==== DATA TO PROCESS

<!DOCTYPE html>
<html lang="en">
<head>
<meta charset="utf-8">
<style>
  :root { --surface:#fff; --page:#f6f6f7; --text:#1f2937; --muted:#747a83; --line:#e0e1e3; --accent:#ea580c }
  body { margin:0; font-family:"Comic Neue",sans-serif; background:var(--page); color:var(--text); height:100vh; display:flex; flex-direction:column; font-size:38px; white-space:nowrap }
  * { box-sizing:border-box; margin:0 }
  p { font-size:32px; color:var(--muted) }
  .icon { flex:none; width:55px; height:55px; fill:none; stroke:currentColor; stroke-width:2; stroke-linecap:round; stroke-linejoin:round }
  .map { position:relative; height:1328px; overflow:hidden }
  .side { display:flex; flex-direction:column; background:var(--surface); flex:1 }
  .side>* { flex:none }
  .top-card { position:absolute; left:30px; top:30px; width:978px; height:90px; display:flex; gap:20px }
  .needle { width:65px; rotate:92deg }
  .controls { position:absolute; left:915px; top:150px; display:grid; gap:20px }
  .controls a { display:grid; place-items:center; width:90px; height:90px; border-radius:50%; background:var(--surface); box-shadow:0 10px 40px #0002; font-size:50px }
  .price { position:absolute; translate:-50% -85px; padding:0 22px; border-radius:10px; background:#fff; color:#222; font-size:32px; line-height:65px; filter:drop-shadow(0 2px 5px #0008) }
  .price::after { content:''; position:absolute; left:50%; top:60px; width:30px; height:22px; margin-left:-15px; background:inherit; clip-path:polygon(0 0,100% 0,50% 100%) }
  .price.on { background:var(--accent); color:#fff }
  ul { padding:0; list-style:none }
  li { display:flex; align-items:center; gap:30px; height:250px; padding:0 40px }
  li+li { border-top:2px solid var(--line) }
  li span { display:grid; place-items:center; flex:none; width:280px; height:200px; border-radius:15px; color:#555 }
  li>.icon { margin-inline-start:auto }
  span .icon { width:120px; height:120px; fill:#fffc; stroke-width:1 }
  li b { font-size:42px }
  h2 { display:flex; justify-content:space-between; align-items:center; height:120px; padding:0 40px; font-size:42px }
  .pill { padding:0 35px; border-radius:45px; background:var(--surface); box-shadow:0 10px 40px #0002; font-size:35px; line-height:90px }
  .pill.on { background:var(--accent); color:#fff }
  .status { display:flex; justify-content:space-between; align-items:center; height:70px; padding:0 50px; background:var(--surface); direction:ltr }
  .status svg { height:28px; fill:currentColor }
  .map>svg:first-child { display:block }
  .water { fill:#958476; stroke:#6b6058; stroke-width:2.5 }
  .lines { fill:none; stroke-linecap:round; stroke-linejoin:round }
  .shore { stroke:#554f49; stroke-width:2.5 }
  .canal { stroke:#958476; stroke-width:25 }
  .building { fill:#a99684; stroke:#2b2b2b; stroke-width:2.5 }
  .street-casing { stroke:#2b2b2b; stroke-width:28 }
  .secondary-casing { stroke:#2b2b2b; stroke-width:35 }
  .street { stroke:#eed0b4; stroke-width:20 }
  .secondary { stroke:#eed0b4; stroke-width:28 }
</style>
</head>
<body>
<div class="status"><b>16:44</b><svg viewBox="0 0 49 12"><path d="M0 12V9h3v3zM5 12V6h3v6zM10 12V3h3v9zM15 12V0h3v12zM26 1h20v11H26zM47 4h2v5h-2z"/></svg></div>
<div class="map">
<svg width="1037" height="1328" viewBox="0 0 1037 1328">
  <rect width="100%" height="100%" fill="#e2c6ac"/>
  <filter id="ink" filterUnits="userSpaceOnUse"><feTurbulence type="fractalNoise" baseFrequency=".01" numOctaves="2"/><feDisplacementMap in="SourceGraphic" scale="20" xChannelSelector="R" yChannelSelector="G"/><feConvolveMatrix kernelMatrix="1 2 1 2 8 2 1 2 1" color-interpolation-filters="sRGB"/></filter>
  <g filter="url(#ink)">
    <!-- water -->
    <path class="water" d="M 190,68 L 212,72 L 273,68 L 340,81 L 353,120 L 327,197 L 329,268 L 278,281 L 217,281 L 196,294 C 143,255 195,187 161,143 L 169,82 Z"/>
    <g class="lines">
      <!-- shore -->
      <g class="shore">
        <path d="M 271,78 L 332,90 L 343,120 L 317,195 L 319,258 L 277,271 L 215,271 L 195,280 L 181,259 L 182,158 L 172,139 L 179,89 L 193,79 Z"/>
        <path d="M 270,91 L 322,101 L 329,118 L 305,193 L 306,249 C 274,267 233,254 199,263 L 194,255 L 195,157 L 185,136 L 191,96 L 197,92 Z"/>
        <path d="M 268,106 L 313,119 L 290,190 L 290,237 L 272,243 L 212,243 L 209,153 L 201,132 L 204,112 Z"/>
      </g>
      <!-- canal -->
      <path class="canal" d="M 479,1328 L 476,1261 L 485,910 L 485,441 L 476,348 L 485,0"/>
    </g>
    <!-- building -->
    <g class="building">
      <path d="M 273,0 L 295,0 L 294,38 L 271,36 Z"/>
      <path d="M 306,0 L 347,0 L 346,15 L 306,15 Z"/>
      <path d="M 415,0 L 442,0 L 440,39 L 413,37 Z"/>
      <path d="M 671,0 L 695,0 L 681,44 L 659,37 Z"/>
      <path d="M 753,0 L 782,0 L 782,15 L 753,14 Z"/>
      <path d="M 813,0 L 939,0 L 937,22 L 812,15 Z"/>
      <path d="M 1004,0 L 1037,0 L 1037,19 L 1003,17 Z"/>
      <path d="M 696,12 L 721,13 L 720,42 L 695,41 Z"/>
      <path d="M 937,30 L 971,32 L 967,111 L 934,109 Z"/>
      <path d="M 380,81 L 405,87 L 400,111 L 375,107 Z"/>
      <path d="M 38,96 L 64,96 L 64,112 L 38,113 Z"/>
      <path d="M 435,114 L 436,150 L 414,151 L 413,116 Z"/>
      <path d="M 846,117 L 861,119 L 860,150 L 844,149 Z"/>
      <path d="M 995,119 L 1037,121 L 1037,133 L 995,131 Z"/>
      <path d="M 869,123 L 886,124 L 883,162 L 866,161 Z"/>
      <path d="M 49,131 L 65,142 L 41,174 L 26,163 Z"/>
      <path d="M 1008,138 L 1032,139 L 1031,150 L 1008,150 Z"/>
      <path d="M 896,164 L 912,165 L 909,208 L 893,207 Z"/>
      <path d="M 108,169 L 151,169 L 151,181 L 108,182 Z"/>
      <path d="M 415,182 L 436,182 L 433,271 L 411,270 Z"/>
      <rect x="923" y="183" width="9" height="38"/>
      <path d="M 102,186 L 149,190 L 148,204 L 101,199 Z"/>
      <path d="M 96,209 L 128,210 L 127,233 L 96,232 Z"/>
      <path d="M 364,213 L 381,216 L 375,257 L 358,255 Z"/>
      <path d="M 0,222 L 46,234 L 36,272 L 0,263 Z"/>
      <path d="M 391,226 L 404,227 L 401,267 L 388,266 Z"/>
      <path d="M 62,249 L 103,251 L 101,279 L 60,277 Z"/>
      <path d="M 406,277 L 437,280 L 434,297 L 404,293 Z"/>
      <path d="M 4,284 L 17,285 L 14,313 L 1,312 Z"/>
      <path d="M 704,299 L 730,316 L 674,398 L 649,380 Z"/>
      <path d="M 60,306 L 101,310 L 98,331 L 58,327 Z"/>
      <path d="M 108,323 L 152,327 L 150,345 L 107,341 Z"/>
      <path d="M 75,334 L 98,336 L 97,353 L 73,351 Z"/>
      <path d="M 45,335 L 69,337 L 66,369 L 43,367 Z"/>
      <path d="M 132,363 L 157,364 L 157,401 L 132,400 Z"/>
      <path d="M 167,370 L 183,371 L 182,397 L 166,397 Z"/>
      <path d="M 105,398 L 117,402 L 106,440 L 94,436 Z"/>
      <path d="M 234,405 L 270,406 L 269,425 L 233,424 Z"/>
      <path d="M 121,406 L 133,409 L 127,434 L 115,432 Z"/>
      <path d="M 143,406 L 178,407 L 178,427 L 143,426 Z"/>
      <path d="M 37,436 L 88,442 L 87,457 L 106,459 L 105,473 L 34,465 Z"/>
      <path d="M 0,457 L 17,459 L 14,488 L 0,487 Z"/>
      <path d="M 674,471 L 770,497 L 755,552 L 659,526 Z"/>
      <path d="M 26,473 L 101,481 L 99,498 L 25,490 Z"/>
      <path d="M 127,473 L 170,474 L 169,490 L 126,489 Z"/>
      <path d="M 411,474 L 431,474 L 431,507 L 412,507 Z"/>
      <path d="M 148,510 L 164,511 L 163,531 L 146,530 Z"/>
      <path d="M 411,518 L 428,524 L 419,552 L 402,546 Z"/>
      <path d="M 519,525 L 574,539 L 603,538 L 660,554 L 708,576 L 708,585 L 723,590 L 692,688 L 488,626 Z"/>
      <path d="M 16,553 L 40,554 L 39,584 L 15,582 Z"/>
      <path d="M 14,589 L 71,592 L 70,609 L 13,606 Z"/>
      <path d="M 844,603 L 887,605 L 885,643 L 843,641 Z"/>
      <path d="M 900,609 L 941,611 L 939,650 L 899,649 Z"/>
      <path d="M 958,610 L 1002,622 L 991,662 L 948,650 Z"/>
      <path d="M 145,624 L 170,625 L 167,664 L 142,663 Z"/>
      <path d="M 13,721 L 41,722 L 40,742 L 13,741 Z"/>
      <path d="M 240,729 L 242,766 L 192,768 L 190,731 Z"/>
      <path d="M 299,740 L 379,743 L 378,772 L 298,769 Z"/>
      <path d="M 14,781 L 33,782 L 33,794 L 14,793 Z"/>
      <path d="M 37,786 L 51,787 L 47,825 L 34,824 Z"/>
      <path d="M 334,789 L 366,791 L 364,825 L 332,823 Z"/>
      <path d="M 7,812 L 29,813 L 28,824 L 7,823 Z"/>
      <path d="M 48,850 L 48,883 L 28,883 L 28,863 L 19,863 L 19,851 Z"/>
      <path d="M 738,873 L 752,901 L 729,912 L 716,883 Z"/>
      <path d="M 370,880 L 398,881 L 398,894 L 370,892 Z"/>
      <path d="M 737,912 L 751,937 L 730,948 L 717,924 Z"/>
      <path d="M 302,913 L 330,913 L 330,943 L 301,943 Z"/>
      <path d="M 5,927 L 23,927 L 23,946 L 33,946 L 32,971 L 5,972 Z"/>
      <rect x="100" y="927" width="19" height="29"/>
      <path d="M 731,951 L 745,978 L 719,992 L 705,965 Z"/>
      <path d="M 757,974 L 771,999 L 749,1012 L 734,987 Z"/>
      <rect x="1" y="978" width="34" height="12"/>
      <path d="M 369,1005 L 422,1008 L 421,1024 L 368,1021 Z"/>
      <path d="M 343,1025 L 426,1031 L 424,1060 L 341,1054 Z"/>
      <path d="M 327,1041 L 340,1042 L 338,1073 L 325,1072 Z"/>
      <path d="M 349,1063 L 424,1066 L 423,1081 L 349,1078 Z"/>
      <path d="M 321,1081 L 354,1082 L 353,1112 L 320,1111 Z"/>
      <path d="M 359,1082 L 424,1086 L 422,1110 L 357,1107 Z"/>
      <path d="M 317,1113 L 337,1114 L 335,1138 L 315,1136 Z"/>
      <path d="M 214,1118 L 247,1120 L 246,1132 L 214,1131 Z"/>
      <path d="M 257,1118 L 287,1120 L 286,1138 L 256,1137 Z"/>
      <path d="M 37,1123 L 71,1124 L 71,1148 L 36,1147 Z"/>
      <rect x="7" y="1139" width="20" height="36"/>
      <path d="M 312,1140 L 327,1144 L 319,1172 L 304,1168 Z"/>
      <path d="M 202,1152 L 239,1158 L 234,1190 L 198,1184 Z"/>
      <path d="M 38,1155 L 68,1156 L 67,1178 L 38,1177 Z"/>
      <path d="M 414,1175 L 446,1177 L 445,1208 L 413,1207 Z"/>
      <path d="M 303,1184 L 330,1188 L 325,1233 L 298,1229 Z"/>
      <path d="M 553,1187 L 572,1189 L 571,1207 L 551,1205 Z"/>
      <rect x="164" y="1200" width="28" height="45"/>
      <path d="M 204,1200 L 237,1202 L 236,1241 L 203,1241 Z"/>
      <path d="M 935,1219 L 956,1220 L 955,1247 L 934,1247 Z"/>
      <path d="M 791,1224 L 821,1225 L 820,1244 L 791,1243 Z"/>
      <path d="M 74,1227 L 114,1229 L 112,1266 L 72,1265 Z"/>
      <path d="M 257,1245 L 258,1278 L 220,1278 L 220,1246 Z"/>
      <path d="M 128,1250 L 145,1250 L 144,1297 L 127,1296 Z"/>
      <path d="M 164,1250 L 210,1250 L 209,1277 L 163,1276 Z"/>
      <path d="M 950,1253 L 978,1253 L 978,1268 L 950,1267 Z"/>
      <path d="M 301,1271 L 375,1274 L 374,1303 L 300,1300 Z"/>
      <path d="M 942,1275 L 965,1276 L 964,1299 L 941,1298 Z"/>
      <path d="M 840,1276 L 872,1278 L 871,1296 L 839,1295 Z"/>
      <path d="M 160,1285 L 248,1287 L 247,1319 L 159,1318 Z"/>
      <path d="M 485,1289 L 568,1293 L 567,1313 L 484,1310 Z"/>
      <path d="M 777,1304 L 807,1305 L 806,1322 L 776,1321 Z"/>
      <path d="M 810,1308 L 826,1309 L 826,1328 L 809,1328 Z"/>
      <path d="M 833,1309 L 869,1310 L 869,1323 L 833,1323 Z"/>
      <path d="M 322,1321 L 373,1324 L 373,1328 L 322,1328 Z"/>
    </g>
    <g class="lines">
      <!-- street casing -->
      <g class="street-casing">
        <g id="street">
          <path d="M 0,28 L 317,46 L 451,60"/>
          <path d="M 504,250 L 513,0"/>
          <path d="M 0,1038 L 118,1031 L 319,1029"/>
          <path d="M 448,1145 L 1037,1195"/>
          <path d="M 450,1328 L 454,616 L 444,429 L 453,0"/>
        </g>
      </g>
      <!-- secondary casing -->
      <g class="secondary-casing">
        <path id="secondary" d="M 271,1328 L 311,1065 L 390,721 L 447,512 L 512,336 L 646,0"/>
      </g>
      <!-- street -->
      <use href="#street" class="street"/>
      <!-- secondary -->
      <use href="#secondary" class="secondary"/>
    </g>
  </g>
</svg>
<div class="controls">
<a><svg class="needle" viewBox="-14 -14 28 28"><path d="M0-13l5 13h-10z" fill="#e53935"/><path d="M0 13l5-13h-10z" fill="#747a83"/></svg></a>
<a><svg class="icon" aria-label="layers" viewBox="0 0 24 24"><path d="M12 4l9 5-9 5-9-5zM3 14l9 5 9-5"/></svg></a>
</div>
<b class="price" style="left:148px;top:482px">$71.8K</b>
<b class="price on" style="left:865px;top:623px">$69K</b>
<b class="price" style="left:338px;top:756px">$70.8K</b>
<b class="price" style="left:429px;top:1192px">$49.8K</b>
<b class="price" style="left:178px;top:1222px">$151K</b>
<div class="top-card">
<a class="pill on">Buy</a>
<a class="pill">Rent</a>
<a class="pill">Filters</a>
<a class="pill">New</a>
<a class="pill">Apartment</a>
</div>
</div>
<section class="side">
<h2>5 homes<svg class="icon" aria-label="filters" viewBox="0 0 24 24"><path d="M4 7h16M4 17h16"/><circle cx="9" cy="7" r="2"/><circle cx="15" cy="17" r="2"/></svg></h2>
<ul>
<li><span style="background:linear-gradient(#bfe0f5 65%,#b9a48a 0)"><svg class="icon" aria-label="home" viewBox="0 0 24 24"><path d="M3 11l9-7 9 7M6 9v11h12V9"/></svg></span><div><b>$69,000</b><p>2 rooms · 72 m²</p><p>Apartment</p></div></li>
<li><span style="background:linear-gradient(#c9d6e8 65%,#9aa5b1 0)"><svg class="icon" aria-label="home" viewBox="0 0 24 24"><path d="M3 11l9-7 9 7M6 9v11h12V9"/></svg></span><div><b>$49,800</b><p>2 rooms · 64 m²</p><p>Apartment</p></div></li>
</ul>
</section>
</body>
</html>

========

• **WORK INSTRUCTION**
Where a line above holds the string "column", copy that line.

• **ANSWER SECTION**
  body { margin:0; font-family:"Comic Neue",sans-serif; background:var(--page); color:var(--text); height:100vh; display:flex; flex-direction:column; font-size:38px; white-space:nowrap }
  .side { display:flex; flex-direction:column; background:var(--surface); flex:1 }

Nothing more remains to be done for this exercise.